**Problem requirements**
Write the data below out in full, exactly as it stands.

----

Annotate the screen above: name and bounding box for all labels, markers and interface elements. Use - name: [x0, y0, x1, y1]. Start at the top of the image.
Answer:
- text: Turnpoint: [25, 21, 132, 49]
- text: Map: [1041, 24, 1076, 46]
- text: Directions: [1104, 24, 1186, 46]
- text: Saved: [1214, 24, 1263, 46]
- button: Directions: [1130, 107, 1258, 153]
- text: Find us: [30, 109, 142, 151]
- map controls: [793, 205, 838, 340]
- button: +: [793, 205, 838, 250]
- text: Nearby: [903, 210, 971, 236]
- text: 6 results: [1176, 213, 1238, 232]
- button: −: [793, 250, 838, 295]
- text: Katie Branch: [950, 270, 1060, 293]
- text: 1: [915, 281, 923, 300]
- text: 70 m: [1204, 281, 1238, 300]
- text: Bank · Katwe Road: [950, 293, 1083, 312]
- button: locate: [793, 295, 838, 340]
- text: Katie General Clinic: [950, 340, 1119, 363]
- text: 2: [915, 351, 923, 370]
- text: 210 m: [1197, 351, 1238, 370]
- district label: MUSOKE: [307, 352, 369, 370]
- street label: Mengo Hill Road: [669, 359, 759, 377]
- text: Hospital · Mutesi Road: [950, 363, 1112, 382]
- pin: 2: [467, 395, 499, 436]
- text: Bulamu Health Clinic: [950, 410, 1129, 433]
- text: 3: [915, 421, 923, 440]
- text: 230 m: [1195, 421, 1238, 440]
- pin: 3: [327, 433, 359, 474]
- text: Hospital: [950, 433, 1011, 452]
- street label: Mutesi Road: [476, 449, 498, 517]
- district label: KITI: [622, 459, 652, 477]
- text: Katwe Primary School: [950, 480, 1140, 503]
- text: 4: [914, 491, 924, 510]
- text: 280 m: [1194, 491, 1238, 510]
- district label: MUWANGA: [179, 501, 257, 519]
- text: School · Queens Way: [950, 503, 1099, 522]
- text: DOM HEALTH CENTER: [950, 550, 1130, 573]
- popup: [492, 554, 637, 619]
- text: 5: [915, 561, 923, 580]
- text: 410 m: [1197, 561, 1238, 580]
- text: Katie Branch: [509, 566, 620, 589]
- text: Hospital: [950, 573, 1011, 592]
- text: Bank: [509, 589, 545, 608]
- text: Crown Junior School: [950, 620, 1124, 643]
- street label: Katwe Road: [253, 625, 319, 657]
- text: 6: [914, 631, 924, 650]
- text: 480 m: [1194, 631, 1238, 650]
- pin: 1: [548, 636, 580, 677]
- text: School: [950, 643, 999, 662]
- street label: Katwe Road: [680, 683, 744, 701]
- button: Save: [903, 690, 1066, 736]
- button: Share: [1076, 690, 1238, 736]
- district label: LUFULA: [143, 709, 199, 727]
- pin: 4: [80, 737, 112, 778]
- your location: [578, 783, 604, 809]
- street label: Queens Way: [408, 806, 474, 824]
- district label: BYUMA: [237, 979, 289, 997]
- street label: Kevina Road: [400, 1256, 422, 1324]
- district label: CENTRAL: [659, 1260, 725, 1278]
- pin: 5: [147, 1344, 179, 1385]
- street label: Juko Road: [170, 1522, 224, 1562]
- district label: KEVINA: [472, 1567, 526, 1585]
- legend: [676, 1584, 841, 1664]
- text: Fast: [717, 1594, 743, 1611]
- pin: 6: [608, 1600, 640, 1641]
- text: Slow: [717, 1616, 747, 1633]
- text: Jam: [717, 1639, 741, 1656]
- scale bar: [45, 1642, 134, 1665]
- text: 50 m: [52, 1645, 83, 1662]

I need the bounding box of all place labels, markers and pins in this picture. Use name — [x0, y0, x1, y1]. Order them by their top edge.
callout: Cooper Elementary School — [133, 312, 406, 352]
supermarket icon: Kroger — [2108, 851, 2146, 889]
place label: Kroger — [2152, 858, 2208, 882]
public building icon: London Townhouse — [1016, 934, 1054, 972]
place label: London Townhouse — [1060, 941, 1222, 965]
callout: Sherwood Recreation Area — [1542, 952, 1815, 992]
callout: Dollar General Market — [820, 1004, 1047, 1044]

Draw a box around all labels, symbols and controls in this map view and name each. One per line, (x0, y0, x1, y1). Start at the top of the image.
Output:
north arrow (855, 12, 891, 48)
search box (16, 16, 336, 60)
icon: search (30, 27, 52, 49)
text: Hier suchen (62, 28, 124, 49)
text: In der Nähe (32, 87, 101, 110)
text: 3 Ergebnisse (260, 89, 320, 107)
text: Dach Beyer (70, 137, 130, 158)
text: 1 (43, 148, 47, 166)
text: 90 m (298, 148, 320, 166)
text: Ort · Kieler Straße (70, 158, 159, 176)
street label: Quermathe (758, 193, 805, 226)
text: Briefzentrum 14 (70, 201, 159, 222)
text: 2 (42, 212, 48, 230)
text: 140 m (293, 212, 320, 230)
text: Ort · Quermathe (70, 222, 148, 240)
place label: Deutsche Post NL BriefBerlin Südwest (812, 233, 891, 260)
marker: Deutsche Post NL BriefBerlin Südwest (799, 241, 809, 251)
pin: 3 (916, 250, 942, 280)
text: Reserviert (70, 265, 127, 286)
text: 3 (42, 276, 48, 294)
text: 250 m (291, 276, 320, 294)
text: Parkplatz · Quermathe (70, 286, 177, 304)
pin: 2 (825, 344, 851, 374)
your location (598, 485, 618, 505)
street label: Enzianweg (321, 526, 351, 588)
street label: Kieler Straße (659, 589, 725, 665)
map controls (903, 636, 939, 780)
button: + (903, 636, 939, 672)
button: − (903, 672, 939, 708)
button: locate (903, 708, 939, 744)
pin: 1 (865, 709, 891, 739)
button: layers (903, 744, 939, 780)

----

**Exercise answer**
Annotate the screen above: name and bounding box for all labels, markers and interface elements. Use - name: [x0, y0, x1, y1]. Start at the top of the image.
Answer:
- text: Turnpoint: [25, 21, 132, 49]
- text: Map: [1041, 24, 1076, 46]
- text: Directions: [1104, 24, 1186, 46]
- text: Saved: [1214, 24, 1263, 46]
- button: Directions: [1130, 107, 1258, 153]
- text: Find us: [30, 109, 142, 151]
- map controls: [793, 205, 838, 340]
- button: +: [793, 205, 838, 250]
- text: Nearby: [903, 210, 971, 236]
- text: 6 results: [1176, 213, 1238, 232]
- button: −: [793, 250, 838, 295]
- text: Katie Branch: [950, 270, 1060, 293]
- text: 1: [915, 281, 923, 300]
- text: 70 m: [1204, 281, 1238, 300]
- text: Bank · Katwe Road: [950, 293, 1083, 312]
- button: locate: [793, 295, 838, 340]
- text: Katie General Clinic: [950, 340, 1119, 363]
- text: 2: [915, 351, 923, 370]
- text: 210 m: [1197, 351, 1238, 370]
- district label: MUSOKE: [307, 352, 369, 370]
- street label: Mengo Hill Road: [669, 359, 759, 377]
- text: Hospital · Mutesi Road: [950, 363, 1112, 382]
- pin: 2: [467, 395, 499, 436]
- text: Bulamu Health Clinic: [950, 410, 1129, 433]
- text: 3: [915, 421, 923, 440]
- text: 230 m: [1195, 421, 1238, 440]
- pin: 3: [327, 433, 359, 474]
- text: Hospital: [950, 433, 1011, 452]
- street label: Mutesi Road: [476, 449, 498, 517]
- district label: KITI: [622, 459, 652, 477]
- text: Katwe Primary School: [950, 480, 1140, 503]
- text: 4: [914, 491, 924, 510]
- text: 280 m: [1194, 491, 1238, 510]
- district label: MUWANGA: [179, 501, 257, 519]
- text: School · Queens Way: [950, 503, 1099, 522]
- text: DOM HEALTH CENTER: [950, 550, 1130, 573]
- popup: [492, 554, 637, 619]
- text: 5: [915, 561, 923, 580]
- text: 410 m: [1197, 561, 1238, 580]
- text: Katie Branch: [509, 566, 620, 589]
- text: Hospital: [950, 573, 1011, 592]
- text: Bank: [509, 589, 545, 608]
- text: Crown Junior School: [950, 620, 1124, 643]
- street label: Katwe Road: [253, 625, 319, 657]
- text: 6: [914, 631, 924, 650]
- text: 480 m: [1194, 631, 1238, 650]
- pin: 1: [548, 636, 580, 677]
- text: School: [950, 643, 999, 662]
- street label: Katwe Road: [680, 683, 744, 701]
- button: Save: [903, 690, 1066, 736]
- button: Share: [1076, 690, 1238, 736]
- district label: LUFULA: [143, 709, 199, 727]
- pin: 4: [80, 737, 112, 778]
- your location: [578, 783, 604, 809]
- street label: Queens Way: [408, 806, 474, 824]
- district label: BYUMA: [237, 979, 289, 997]
- street label: Kevina Road: [400, 1256, 422, 1324]
- district label: CENTRAL: [659, 1260, 725, 1278]
- pin: 5: [147, 1344, 179, 1385]
- street label: Juko Road: [170, 1522, 224, 1562]
- district label: KEVINA: [472, 1567, 526, 1585]
- legend: [676, 1584, 841, 1664]
- text: Fast: [717, 1594, 743, 1611]
- pin: 6: [608, 1600, 640, 1641]
- text: Slow: [717, 1616, 747, 1633]
- text: Jam: [717, 1639, 741, 1656]
- scale bar: [45, 1642, 134, 1665]
- text: 50 m: [52, 1645, 83, 1662]

I need the bounding box of all place labels, markers and pins in this picture. Use name — [x0, y0, x1, y1]. Order them by their top edge.
callout: Cooper Elementary School — [133, 312, 406, 352]
supermarket icon: Kroger — [2108, 851, 2146, 889]
place label: Kroger — [2152, 858, 2208, 882]
public building icon: London Townhouse — [1016, 934, 1054, 972]
place label: London Townhouse — [1060, 941, 1222, 965]
callout: Sherwood Recreation Area — [1542, 952, 1815, 992]
callout: Dollar General Market — [820, 1004, 1047, 1044]

Draw a box around all labels, symbols and controls in this map view and name each. One per line, (x0, y0, x1, y1). Start at the top of the image.
Output:
north arrow (855, 12, 891, 48)
search box (16, 16, 336, 60)
icon: search (30, 27, 52, 49)
text: Hier suchen (62, 28, 124, 49)
text: In der Nähe (32, 87, 101, 110)
text: 3 Ergebnisse (260, 89, 320, 107)
text: Dach Beyer (70, 137, 130, 158)
text: 1 (43, 148, 47, 166)
text: 90 m (298, 148, 320, 166)
text: Ort · Kieler Straße (70, 158, 159, 176)
street label: Quermathe (758, 193, 805, 226)
text: Briefzentrum 14 (70, 201, 159, 222)
text: 2 (42, 212, 48, 230)
text: 140 m (293, 212, 320, 230)
text: Ort · Quermathe (70, 222, 148, 240)
place label: Deutsche Post NL BriefBerlin Südwest (812, 233, 891, 260)
marker: Deutsche Post NL BriefBerlin Südwest (799, 241, 809, 251)
pin: 3 (916, 250, 942, 280)
text: Reserviert (70, 265, 127, 286)
text: 3 (42, 276, 48, 294)
text: 250 m (291, 276, 320, 294)
text: Parkplatz · Quermathe (70, 286, 177, 304)
pin: 2 (825, 344, 851, 374)
your location (598, 485, 618, 505)
street label: Enzianweg (321, 526, 351, 588)
street label: Kieler Straße (659, 589, 725, 665)
map controls (903, 636, 939, 780)
button: + (903, 636, 939, 672)
button: − (903, 672, 939, 708)
button: locate (903, 708, 939, 744)
pin: 1 (865, 709, 891, 739)
button: layers (903, 744, 939, 780)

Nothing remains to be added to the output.